Quando lhe comunicaram a eleição, o novo Papa, profundamente emocionado, respondeu com humildade:
“Aceito a cruz que me é imposta, confiando na ajuda de Cristo e na intercessão da Santíssima Virgem.”
Foi coroado a 9 de agosto de 1903, na Basílica de São Pedro, tornando-se o 257.º Papa da Igreja Católica.
Quem foi Giuseppe Sarto antes do papado
Giuseppe Melchiorre Sarto nascera a 2 de junho de 1835, em Riese, pequena aldeia do Véneto, então parte do Império Austríaco. Filho de camponeses, foi ordenado sacerdote em 1858 e destacou-se pela sua vida simples e dedicação pastoral.
Serviu como pároco, cônego e bispo de Mântua, antes de ser nomeado patriarca de Veneza em 1893, por Leão XIII.
A sua origem humilde e o seu zelo pastoral faziam dele um verdadeiro “Papa camponês”, amado pelo povo e símbolo de uma Igreja próxima dos pobres.
O fim dos vetos políticos
Uma das primeiras medidas de Pio X foi abolir definitivamente o direito de veto dos soberanos. A Constituição Apostólica Commissum Nobis, promulgada a 20 de janeiro de 1904, proibia qualquer interferência civil nas eleições papais, sob pena de excomunhão.
Com este ato, o Papa reafirmou a independência e liberdade da Igreja, encerrando séculos de ingerência política nos conclaves.

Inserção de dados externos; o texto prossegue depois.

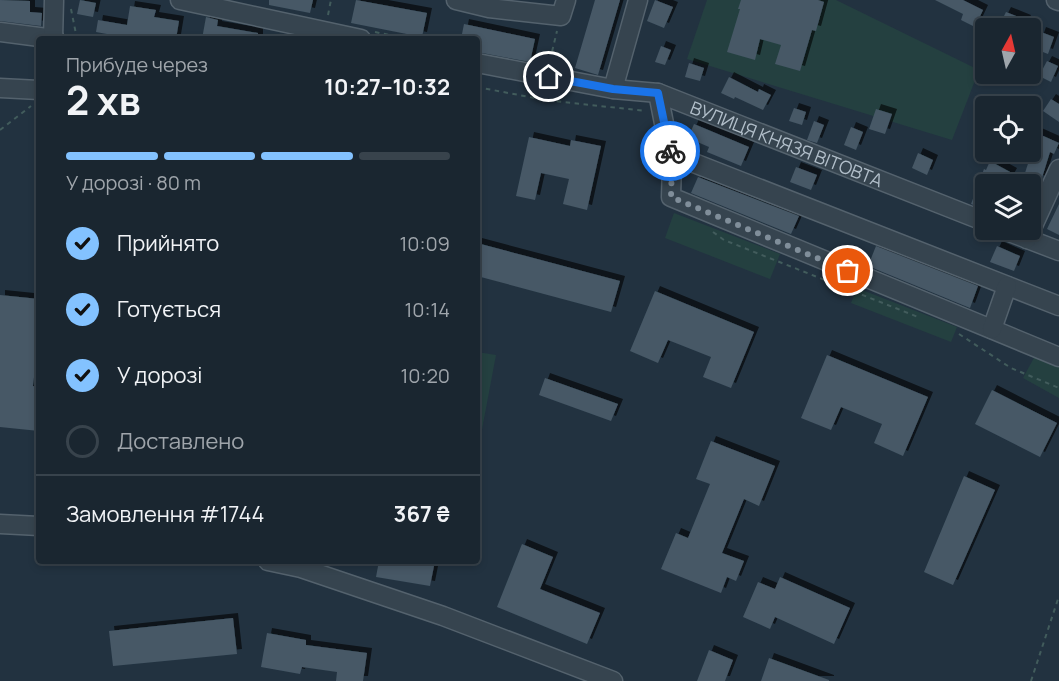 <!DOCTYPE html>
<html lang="uk">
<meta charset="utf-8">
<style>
:root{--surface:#1a2630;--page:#27323c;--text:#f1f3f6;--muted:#9fa5ab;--line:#38434c;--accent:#83c2ff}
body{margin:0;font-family:Manrope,sans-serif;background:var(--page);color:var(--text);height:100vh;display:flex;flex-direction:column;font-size:22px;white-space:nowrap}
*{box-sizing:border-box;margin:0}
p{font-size:20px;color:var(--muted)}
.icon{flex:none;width:33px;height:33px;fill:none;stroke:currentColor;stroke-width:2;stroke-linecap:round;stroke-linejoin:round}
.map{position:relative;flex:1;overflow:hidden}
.details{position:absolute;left:36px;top:36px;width:444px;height:528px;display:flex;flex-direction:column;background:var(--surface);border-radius:6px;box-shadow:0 3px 9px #0003,0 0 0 2px var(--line)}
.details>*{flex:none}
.needle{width:39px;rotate:8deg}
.fabs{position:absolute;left:975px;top:18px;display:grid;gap:12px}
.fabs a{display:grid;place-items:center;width:66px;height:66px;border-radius:6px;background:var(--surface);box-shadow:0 3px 9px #0003,0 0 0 2px var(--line);font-size:30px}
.pin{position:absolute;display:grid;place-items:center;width:51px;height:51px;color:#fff;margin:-26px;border:3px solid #fff;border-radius:50%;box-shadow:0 2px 6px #0007}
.courier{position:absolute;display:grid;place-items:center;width:60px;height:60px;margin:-30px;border:4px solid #1a73e8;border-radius:50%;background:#fff;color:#222;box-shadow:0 2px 8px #0007}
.head em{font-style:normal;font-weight:700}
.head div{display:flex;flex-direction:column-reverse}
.head{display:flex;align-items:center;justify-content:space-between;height:102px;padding:0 30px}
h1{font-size:39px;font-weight:700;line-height:45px}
.bar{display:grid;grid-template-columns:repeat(4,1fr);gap:9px 6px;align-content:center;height:72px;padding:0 30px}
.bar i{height:8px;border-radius:4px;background:var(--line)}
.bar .selected{background:var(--accent)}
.bar p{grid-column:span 4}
.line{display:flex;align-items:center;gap:15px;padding:0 30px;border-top:2px solid var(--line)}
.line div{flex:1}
ol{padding:0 30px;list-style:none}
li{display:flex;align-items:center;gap:18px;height:66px}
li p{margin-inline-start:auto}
li .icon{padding:6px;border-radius:50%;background:var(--accent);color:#111;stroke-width:4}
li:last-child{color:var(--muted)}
li i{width:33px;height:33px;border:3px solid var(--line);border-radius:50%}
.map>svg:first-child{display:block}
.green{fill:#244040}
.building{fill:#465866;filter:url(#shadow)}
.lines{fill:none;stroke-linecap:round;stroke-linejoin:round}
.minor-casing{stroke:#54626d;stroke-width:21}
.path{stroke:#425c5c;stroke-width:2;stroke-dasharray:4.5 4.5;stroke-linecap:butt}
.minor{stroke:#36444f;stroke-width:18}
.done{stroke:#808e9a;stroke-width:6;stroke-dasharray:0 10.8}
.route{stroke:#1a73e8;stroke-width:8}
.labels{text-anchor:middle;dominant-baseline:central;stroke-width:4.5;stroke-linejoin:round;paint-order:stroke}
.street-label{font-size:18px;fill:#b2bfca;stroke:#1b2934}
</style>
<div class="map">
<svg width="1059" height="681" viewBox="0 0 1059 681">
<defs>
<filter id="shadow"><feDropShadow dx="5" dy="-5" stdDeviation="0" flood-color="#0009"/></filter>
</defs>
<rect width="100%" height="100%" fill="#223240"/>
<path class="green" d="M707 0H836L979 70 952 140 687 59Z
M674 213 780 254 770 279 665 238Z
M857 288 957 327 951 342 851 303Z
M477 352 496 355 477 456Z
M1036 354 1059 367V398L1023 378Z"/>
<path class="building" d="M0 0 30 1V12L42 13 41 26 0 21Z
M80 0 96 3 93 17 77 14Z
M269 0H313L310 13 269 5Z
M356 0 427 13 422 37 351 23Z
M595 0H620L598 75 575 68Z
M655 0 673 7 664 28 647 21Z
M741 0H818L824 2 816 31 812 30 800 71 775 64 781 45 760 39 755 60 727 52 740 9H738Z
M935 0H963L983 10 975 27 961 20 963 14Z
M130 6 156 10 154 17 179 21 176 39H134L96 32 98 20 127 25Z
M1006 12 1026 20 1022 28H998Z
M206 17 218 20 217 26 258 33V39H202Z
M464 24 535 39 530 62 477 52V39H461Z
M1041 32 1054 37 1048 54 1035 49Z
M661 46 671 50 665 65 655 62Z
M1047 61 1058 66 1051 82 1039 76Z
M689 63 704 68 700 81 685 77Z
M729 77 758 92 759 89 771 95 763 110 735 97 734 99 721 93Z
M1051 99 1059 104V122L1043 111Z
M794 108 806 112 802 125 789 121Z
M876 109 892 114 885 134 869 129Z
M814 121 824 125 817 143 807 140Z
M694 124 749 147 741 166 707 152 709 147 688 138Z
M851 127 863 132 856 150 844 145Z
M1030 130 1059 143 1054 154 1050 152 1041 181 1024 176 1034 145 1030 143Z
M529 137 570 146 571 140 601 146 587 210 563 204 569 179 541 173 535 200 516 196Z
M918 153 933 160 927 175 912 168Z
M990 161 1012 173 1006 184 986 174V210L971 204 984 169 986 170Z
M796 167 817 175 811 190 790 182Z
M698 177 799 216 791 234 691 193Z
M1059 204V235L1047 229Z
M477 243 620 281 611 312 477 276Z
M876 246 978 286 970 308 868 266Z
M997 246 1020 256 1014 271 990 262Z
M655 291 754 332 731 388 703 377 711 357 668 340 658 363 630 351Z
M0 295 39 299V332L33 386 39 387V431L0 427Z
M827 355 928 397 903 456 874 443 882 424 841 407 831 430 801 418Z
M545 378 618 404 611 421 539 395Z
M992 390 1057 423 1040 457 975 424Z
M711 441 775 466 759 506 744 499 722 553 744 561 736 581 727 577 721 593 661 569 676 533 688 538 710 484 696 479Z
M964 476 995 490 953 585 924 572Z
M522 544 553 557 540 589 600 613 587 644 497 607Z
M379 561H435L430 586 376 577Z
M780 577 850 608 834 644 775 617 770 629 743 617 758 582 775 589Z
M233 618 237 654 113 666 109 631Z
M267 633 306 640V645L367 653 363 681H336L337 672 302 667 300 674 261 667Z
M709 650 733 660 725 681H697Z
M769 658 829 680V681H761Z"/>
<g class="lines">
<g class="minor-casing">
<g id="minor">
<path d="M180 0 361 39"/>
<path d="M456 0 489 8 561 16 566 0"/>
<path d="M1056 0 1059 1"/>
<path d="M0 32 55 39"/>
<path d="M53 39 54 0"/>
<path id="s1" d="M477 63 613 89 658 93 986 222"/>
<path d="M0 88 39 90"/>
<path d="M613 89 638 0"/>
<path d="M658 93 672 164 671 197 1059 357"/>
<path d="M671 154 1059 306"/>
<path d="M1004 230 1059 251"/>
<path d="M1027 239 1059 169"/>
<path d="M992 329 1007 286"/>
<path d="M0 524 39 526"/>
<path d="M268 561 301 568 443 616 613 681"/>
</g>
</g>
<path class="path" d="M71 9 77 39
M328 15 331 0
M375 32 409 39
M550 60 557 31
M477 87 545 100 646 111
M0 130 31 106
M713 232 724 240 918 317
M959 334 1011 368 1059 388
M1031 681 1059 596"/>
<use href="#minor" class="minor"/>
</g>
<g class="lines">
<path class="done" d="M670 151 672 164 671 197 848 271"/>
<path class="route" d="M549 77 613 89 658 93 670 151"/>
</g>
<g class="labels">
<g class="street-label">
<text stroke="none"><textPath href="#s1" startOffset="322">ВУЛИЦЯ КНЯЗЯ ВІТОВТА</textPath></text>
</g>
</g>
</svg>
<div class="fabs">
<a><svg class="needle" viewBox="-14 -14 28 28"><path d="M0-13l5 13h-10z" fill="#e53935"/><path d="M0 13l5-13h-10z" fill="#9fa5ab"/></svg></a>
<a><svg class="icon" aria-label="locate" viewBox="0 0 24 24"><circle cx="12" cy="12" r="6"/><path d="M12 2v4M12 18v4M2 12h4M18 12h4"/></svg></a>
<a><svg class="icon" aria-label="layers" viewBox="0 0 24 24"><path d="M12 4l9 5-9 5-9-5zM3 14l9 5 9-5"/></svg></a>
</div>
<div class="pin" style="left:848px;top:271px;background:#ea580c"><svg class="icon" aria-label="bag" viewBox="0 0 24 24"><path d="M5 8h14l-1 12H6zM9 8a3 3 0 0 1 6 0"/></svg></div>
<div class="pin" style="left:549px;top:77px;background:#1f2937"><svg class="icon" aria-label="home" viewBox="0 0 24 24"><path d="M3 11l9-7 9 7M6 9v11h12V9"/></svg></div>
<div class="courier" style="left:670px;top:151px"><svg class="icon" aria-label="bike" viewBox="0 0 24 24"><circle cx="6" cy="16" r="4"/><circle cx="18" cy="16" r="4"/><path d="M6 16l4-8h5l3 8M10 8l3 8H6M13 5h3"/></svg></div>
<section class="details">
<div class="head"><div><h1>2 хв</h1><p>Прибуде через</p></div><em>10:27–10:32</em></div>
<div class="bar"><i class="selected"></i><i class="selected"></i><i class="selected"></i><i></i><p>У дорозі · 80 m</p></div>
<ol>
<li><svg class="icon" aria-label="check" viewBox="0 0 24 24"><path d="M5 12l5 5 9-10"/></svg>Прийнято<p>10:09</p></li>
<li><svg class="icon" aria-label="check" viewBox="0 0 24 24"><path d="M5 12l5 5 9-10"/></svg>Готується<p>10:14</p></li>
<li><svg class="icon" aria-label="check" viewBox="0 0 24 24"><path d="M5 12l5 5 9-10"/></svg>У дорозі<p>10:20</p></li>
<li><i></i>Доставлено</li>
</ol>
<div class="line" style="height:78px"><div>Замовлення #1744</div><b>367 ₴</b></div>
</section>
</div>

O pontificado reformador de Pio X
Durante o seu pontificado (1903–1914), Pio X empreendeu uma profunda renovação espiritual e litúrgica da Igreja:
- Reforma litúrgica e musical: incentivou a participação ativa dos fiéis e restaurou o canto gregoriano e a música sacra tradicional, através do Motu Proprio Tra le sollecitudini (1903).
- Reforma do Direito Canónico: iniciou a codificação das leis da Igreja, concluída em 1917.

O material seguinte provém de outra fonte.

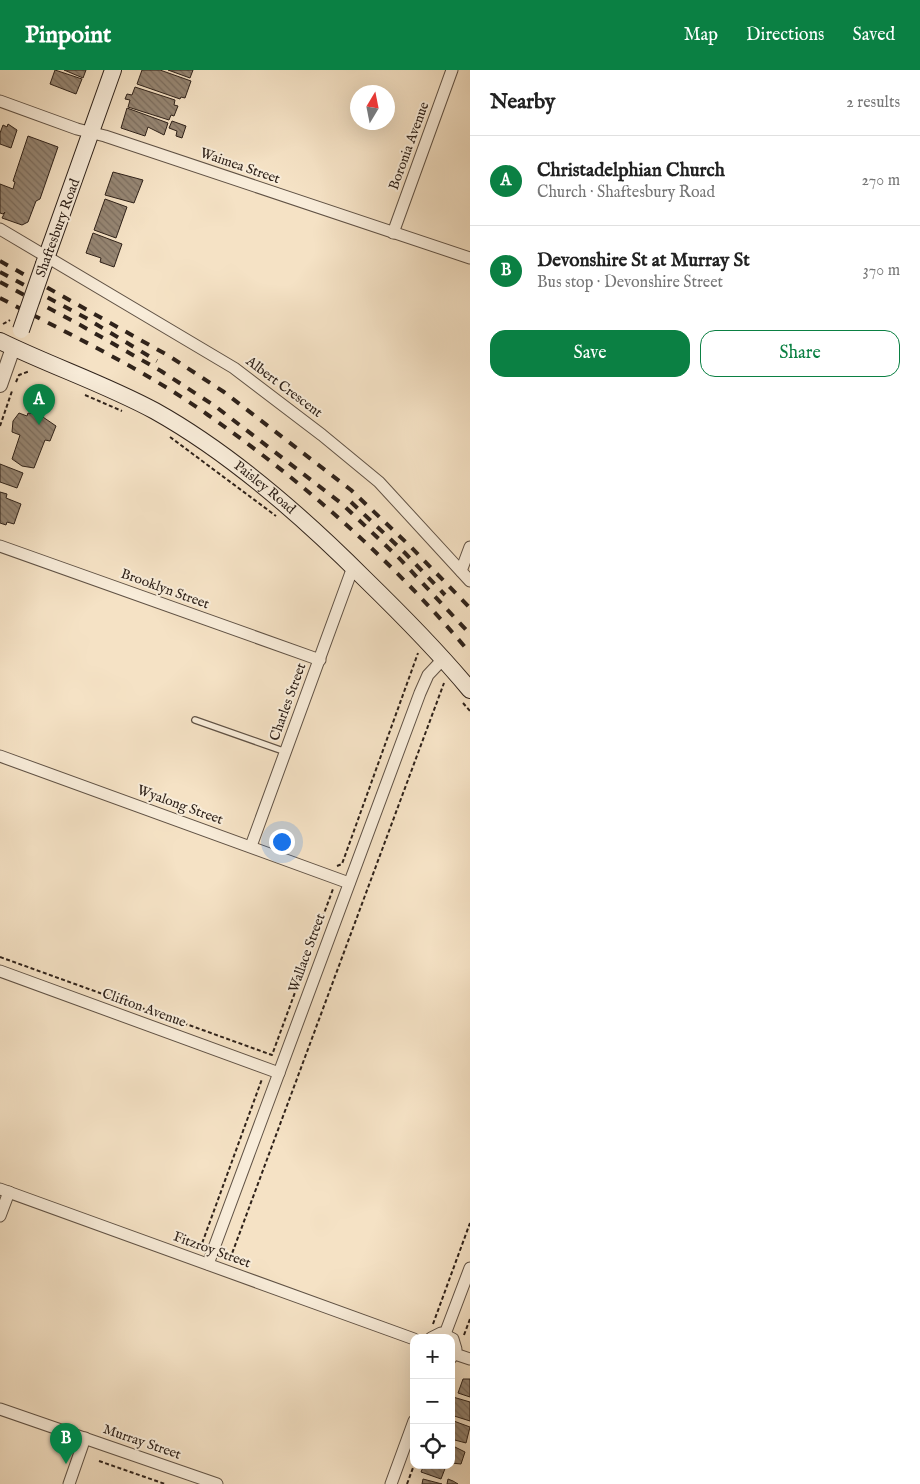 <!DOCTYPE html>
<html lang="en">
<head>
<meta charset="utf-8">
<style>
  :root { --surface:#fff; --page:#f2f2f2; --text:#222; --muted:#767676; --line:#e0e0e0; --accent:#0b8043 }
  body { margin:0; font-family:"IM FELL English",serif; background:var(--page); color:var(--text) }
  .controls { position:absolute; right:15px; bottom:15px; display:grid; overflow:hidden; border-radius:10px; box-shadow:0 5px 20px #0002 }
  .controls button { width:45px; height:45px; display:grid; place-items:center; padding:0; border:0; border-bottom:1px solid var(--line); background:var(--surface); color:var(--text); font:25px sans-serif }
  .compass { position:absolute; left:350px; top:15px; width:45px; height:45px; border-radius:50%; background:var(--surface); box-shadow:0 5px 20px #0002; rotate:10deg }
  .you { position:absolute; left:281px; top:771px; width:18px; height:18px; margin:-12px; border:4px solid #fff; border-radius:50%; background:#1a73e8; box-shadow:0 0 0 8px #1a73e833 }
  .badge { display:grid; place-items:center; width:32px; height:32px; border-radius:50%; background:var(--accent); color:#fff; font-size:16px; font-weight:700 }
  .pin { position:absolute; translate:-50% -41px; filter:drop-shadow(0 1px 2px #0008) }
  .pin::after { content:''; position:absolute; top:26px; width:18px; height:15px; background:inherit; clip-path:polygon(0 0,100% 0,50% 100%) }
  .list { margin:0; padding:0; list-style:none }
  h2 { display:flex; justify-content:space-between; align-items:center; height:65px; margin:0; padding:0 20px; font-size:21px }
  h2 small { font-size:16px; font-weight:400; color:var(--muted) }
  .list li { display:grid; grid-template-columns:32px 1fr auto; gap:15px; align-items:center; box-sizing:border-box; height:90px; padding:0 20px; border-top:1px solid var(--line) }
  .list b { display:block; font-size:19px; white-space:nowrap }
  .list p { margin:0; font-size:16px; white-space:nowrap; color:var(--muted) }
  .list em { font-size:16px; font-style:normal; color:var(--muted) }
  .actions { display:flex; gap:10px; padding:15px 20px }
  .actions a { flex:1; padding:11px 0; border:1px solid var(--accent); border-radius:15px; text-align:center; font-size:18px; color:var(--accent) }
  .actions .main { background:var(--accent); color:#fff }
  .icon { flex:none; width:28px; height:28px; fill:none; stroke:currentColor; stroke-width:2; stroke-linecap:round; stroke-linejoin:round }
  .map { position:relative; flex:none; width:470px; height:1414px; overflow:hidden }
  header { display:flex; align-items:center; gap:30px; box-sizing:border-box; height:70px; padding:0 25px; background:var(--accent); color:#fff }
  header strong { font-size:24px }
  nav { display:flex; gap:28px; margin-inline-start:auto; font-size:18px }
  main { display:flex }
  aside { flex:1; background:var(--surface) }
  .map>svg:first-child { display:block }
</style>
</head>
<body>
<header>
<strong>Pinpoint</strong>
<nav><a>Map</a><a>Directions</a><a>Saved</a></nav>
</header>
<main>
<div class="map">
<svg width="470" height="1414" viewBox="0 0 470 1414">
  <defs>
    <pattern id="building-back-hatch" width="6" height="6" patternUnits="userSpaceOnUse" patternTransform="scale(1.25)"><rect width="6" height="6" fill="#968673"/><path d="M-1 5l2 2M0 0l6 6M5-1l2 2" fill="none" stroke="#7b6d5e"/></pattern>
  </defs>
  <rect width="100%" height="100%" fill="#f5e2c5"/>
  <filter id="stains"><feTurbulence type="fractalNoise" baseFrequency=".004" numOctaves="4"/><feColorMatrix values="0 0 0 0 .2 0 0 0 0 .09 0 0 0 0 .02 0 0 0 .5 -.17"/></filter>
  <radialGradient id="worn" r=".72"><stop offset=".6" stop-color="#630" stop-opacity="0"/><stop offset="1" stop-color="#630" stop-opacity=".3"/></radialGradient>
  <!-- building -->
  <g fill="url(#building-back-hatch)" stroke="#2f221a">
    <polygon points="55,0 82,9 76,24 50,14"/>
    <polygon points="64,0 86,0 83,8"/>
    <polygon points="142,0 160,0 191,11 185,28 181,27 180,29 137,14"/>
    <polygon points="168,0 193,0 190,8"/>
    <polygon points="135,17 175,30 174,35 178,36 174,46 171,45 169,50 128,37 130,30 125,29 127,24 132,25"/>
    <polygon points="127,38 168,53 164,65 148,57 145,66 121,58"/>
    <polygon points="172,51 186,56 182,68 176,66 177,61 169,58"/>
    <polygon points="8,54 17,60 11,78 0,74 0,63 3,55 7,57"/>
    <polygon points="28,66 58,77 40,129 36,131 28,152 22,155 2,148 5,142 3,144 0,143 0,114 13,119 15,112 13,111"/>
    <polygon points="113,102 143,110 134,133 105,125"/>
    <polygon points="105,129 127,137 116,168 94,160"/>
    <polygon points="93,163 122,174 114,197 100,192 101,188 86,183"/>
    <polygon points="19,343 27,346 28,343 40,345 56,356 50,371 45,370 34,398 22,396 12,389 20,365 12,362 13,351"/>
    <polygon points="0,394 23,403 17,418 0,412"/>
    <polygon points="0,422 7,424 6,428 21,434 14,454 7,452 6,455 0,453"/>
    <polygon points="463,1309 470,1309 470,1327 458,1323"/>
    <polygon points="453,1327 470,1332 470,1351 451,1345"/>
    <polygon points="451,1350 470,1357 466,1373 451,1369"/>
    <polygon points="451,1375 465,1382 461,1394 451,1393"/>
    <polygon points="424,1395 446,1396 441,1409 421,1402"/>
    <polygon points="423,1409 442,1414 422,1414"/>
    <polygon points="448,1409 453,1411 458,1414 447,1414"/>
  </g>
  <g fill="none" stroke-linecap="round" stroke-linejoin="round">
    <defs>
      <polyline id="service" points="195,650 286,682"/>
      <g id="minor">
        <polyline points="0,31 77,59 105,66 470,188"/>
        <polyline points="0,159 234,298 322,365 379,412 470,511"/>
        <polyline points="393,163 452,0"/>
        <polyline points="0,476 320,590"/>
        <polyline points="461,501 470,477"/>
        <polyline points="0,686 349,813"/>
        <polyline points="251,776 353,497"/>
        <polyline points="0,901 279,1003"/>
        <polyline points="0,1119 414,1269"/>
        <polyline points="0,1146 9,1122"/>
        <polyline points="208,1194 420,623 428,605 444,588"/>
        <polyline points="445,1264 470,1198"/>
        <polyline points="431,1268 441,1263 453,1269 456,1279 451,1288"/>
        <polyline points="455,1284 470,1289"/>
        <polyline points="0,1339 217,1414"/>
        <polyline points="69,1414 85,1368"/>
        <polyline points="391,1414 414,1351"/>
      </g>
      <polyline id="tertiary" points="0,315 13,278"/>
      <g id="secondary">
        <polyline points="44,194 113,0"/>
        <path id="s1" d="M0 271C51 296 105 314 155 341 232 384 302 446 364 508 401 544 437 580 470 620"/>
      </g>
    </defs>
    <!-- service casing -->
    <use href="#service" stroke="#605245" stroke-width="8"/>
    <!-- minor casing -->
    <use href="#minor" stroke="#605245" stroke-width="13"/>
    <!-- tertiary casing -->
    <use href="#tertiary" stroke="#605245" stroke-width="16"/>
    <!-- secondary casing -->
    <use href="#secondary" stroke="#2f221a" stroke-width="18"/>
    <!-- path -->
    <g stroke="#2f221a" stroke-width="2" stroke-dasharray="4 2.5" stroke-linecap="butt">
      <polyline points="3,254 10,250"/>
      <polyline points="16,312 19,305 30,301"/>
      <polyline points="85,325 122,341"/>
      <polyline points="0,356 12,321"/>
      <polyline points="170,367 276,446"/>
      <polyline points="463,633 470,641"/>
      <polyline points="337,796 342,794 418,583"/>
      <polyline points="0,887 272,985 333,819"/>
      <polyline points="200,1179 262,1009"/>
      <polyline points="230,1189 444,613"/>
      <polyline points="433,1254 470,1153"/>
      <polyline points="464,1265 470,1249"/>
      <polyline points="99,1391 165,1414"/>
      <polyline points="407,1414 414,1395"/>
    </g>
    <!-- service -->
    <use href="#service" stroke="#f8ecd9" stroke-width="5.5"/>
    <!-- minor -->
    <use href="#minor" stroke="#f8ecd9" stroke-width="11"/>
    <!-- tertiary -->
    <use href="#tertiary" stroke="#f8ecd9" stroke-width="14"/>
    <!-- secondary -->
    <use href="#secondary" stroke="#f8ecd9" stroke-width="16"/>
    <!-- rail -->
    <g stroke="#2f221a" stroke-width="4" stroke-dasharray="9 9" stroke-linecap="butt">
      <polyline points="0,191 169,286 224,322 351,420 411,477 470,538"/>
      <polyline points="0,202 86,248 157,291"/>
      <polyline points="0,212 82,256 161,301 215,336 341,433 400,489 470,564"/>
      <path d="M0 228C69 264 145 300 208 345 305 413 394 492 470 583"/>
      <polyline points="351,432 405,483 445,525"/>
    </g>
    <defs>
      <polyline id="secondary-bridge" points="21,260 44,194"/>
    </defs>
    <!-- secondary-bridge casing -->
    <use href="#secondary-bridge" stroke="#2f221a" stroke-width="18" stroke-linecap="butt"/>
    <!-- secondary-bridge -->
    <use href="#secondary-bridge" stroke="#f8ecd9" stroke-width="16"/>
  </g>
  <g text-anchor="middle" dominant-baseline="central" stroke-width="4" stroke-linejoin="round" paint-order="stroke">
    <!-- street labels -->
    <g font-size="14" fill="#2f221a" stroke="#f8ecd9">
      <text transform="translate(409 76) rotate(-70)">Boronia Avenue</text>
      <text transform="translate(240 96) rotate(19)">Waimea Street</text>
      <text transform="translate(58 158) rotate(-70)">Shaftesbury Road</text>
      <text transform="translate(284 317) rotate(37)">Albert Crescent</text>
      <text stroke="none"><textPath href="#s1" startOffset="304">Paisley Road</textPath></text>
      <text transform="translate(165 519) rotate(20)">Brooklyn Street</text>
      <text transform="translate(288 632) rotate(-70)">Charles Street</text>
      <text transform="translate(180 735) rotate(20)">Wyalong Street</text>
      <text transform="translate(307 883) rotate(-70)">Wallace Street</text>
      <text transform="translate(144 938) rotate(20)">Clifton Avenue</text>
      <text transform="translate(212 1180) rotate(20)">Fitzroy Street</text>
      <text transform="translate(142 1372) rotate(19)">Murray Street</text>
    </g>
  </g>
  <rect width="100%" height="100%" filter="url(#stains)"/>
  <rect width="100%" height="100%" fill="url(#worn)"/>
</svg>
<div class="controls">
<button>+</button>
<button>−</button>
<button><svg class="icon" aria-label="locate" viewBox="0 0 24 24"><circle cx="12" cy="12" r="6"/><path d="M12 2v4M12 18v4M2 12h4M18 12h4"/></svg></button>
</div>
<svg class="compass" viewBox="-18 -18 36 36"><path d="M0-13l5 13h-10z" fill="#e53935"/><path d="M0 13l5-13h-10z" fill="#767676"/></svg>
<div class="you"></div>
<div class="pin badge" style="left:39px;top:355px">A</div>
<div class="pin badge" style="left:66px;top:1394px">B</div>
</div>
<aside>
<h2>Nearby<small>2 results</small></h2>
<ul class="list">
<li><span class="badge">A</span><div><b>Christadelphian Church</b><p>Church · Shaftesbury Road</p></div><em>270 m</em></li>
<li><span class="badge">B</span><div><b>Devonshire St at Murray St</b><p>Bus stop · Devonshire Street</p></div><em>370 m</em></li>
</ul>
<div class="actions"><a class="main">Save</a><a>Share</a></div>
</aside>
</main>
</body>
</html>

- Comunhão frequente e infantil: promoveu o acesso mais frequente à Eucaristia e reduziu a idade mínima para a Primeira Comunhão para cerca de 7 anos (Quam singulari, 1910).
- Combate ao modernismo: condenou as doutrinas modernistas consideradas perigosas para a fé católica, através da encíclica Pascendi Dominici Gregis (1907) e do juramento antimodernista (1910).
- Catequese: promoveu a instrução religiosa com o Catecismo de Pio X, simples e acessível, amplamente difundido em todo o mundo católico.
Morte e canonização
Pio X faleceu a 20 de agosto de 1914, poucos dias após o início da Primeira Guerra Mundial, profundamente entristecido pela tragédia que se abatia sobre a Europa. O seu corpo repousa na Basílica de São Pedro, onde se conserva incorrupto.
Foi beatificado a 3 de junho de 1951 e canonizado a 29 de maio de 1954 pelo Papa Pio XII, tornando-se o primeiro Papa canonizado desde São Pio V (século XVI).
Curiosidades e impacto histórico
- A eleição de Pio X foi a última em que um soberano tentou exercer o veto, prática abolida por ele próprio.
- O seu lema, Instaurare omnia in Christo, expressa o coração do seu pontificado: restaurar o mundo à luz do Evangelho.
- É recordado como o “Papa da Eucaristia”, pelo incentivo à comunhão frequente e pela devoção eucarística.
- A sua canonização reforçou a imagem de um Papa santo, pastor e reformador, exemplo de humildade e fidelidade à doutrina.
Conclusão
A eleição de Pio X, a 4 de agosto de 1903, marcou o fim de uma era de influências políticas e o início de um pontificado profundamente espiritual. Num tempo de turbulência e modernidade emergente, o humilde patriarca de Veneza mostrou ao mundo que a verdadeira reforma da Igreja começa pela santidade pessoal e pela fidelidade a Cristo.
“Tudo se renova em Cristo — não pelas ideias humanas, mas pela graça que transforma o coração.”
O seu legado perdura até hoje como exemplo de simplicidade, coragem e amor à verdade, valores que continuam a inspirar a Igreja e os fiéis em todo o mundo.